Greene spent a few days thinking about whether to exit the trades. He didn’t want to anger his friend and thought he might not have done them properly.

It’s so fucking complicated, maybe I should just let him do it
.

But Greene had done so much research, and the investments were hard to unwind because they didn’t trade very frequently. So Greene decided to hold on to his trades. It was a decision that would cost him dearly.

*
Greene later would say, “Maybe some on board thought they were strippers, but they weren’t. They were just cute girls.”

8.

J
OHN PAULSON WASN’T FINDING MANY INVESTORS WILLING TO TAKE A
chance on his new fund. If it was going to get off the ground, he’d have to turn to friends and family. Jeffrey Tarrant, his tennis buddy, finally convinced his partners to pony up $60 million from their investors. A few of Tarrant’s clients put several million dollars of their own into Paulson’s new fund. The parents of Andrew Hoine, one of Paulson’s executives, pitched in a few hundred thousand dollars. And Paulson drained a personal savings account at his local bank, J.P. Morgan Chase, to invest about $30 million of his own, almost all of the money he held outside his firm.

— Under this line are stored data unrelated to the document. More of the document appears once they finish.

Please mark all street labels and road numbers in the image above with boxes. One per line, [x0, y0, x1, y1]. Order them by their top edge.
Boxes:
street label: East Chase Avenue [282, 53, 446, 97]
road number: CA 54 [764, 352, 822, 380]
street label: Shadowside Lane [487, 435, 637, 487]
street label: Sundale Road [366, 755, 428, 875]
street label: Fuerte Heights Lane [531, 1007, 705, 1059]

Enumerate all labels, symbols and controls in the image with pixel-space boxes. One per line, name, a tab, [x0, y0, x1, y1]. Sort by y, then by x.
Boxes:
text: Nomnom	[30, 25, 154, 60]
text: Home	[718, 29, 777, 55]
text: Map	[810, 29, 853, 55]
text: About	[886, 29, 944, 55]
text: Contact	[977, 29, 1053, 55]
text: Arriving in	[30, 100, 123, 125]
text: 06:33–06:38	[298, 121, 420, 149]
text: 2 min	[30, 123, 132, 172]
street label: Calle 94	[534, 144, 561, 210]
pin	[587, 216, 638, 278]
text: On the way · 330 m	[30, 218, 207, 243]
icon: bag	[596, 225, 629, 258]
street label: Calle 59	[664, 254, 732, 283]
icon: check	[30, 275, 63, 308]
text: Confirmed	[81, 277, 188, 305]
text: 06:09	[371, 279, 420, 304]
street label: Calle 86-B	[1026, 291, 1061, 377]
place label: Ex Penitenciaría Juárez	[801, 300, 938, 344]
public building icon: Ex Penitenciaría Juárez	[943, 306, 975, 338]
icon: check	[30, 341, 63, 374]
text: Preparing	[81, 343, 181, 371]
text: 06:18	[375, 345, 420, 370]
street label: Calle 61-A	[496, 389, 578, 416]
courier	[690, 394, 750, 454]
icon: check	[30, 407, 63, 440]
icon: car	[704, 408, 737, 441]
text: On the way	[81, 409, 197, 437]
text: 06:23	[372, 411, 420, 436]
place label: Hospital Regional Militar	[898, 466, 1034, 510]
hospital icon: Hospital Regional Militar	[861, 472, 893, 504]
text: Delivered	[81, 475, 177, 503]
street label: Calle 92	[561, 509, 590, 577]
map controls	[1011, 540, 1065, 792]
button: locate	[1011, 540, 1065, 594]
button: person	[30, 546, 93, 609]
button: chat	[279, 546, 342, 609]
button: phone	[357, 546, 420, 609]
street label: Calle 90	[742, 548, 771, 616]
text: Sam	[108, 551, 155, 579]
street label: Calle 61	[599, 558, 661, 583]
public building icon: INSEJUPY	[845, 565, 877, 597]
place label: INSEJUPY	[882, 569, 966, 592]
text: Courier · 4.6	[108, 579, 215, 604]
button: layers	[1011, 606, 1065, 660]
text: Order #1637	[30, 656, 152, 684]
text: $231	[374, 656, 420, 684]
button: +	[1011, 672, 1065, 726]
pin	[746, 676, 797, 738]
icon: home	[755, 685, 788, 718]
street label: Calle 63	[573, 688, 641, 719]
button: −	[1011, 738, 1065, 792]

The total was just $147 million, a puny sum in an era when new funds sometimes launched with billions of dollars. Even some of those who signed up weren’t true believers. A few were real estate pros seeking to protect their holdings. Privately, they confided that they wouldn’t mind if Paulson flamed out because that would mean good things for their real estate portfolio.

Like hunters waiting on their prey, Paulson and his team eyed home prices, searching for a sign of weakness as a signal to pull the trigger on their trade.

One morning in early June, Brad Rosenberg raced into Paulson’s office clutching a news release fresh off the printer: Data from the National Association of Realtors showed that home prices had risen a paltry 1 percent over the previous twelve months. Paulson flashed a grin—this was just what he was hoping for. His team already had anticipated that if housing prices went flat the BBB-rated slices of all the mortgage bonds would start to see losses. That time seemed at hand.

It was “a defining moment,” Paulson says.

Every trader up and down Wall Street pored over the same data that morning. Paulson worried that his window of opportunity was in danger of closing. And yet he sat on his hands. His other funds had purchased mortgage insurance, but Paulson hadn’t made a single trade for his new “credit” fund dedicated to betting against housing. He realized that if he was going to swing for the fences, it was now or never. Any more delay and he risked missing it all.

The $147 million would have to be enough, he decided, at least to start. So Paulson formally launched his fund and told Rosenberg to start buying.

A short, bespectacled thirty-four-year old, Rosenberg had worked at the hedge fund for four years. He sat right outside Paulson’s office, close enough to share market intelligence throughout the day. He tended to get to work early, usually greeted Paulson around 8 a.m., and often wished him a good-night after 6 p.m.

But Rosenberg still didn’t know what made his boss tick. They exchanged few pleasantries. Paulson had never met his wife or family, and Rosenberg couldn’t remember having a single personal conversation.

That was true of most of Paulson’s staff. Rosenberg didn’t mind the lack of camaraderie, though. The son of a Long Island shoe-sales executive and a graduate of Tulane University, he was focused, serious, and bookish. The only adornment on his desk was a faux turtle made of two rocks and cardboard, a present from his young son. He didn’t wish for a high five after a successful trade—he was just as uncomfortable with that kind of celebration as Paulson.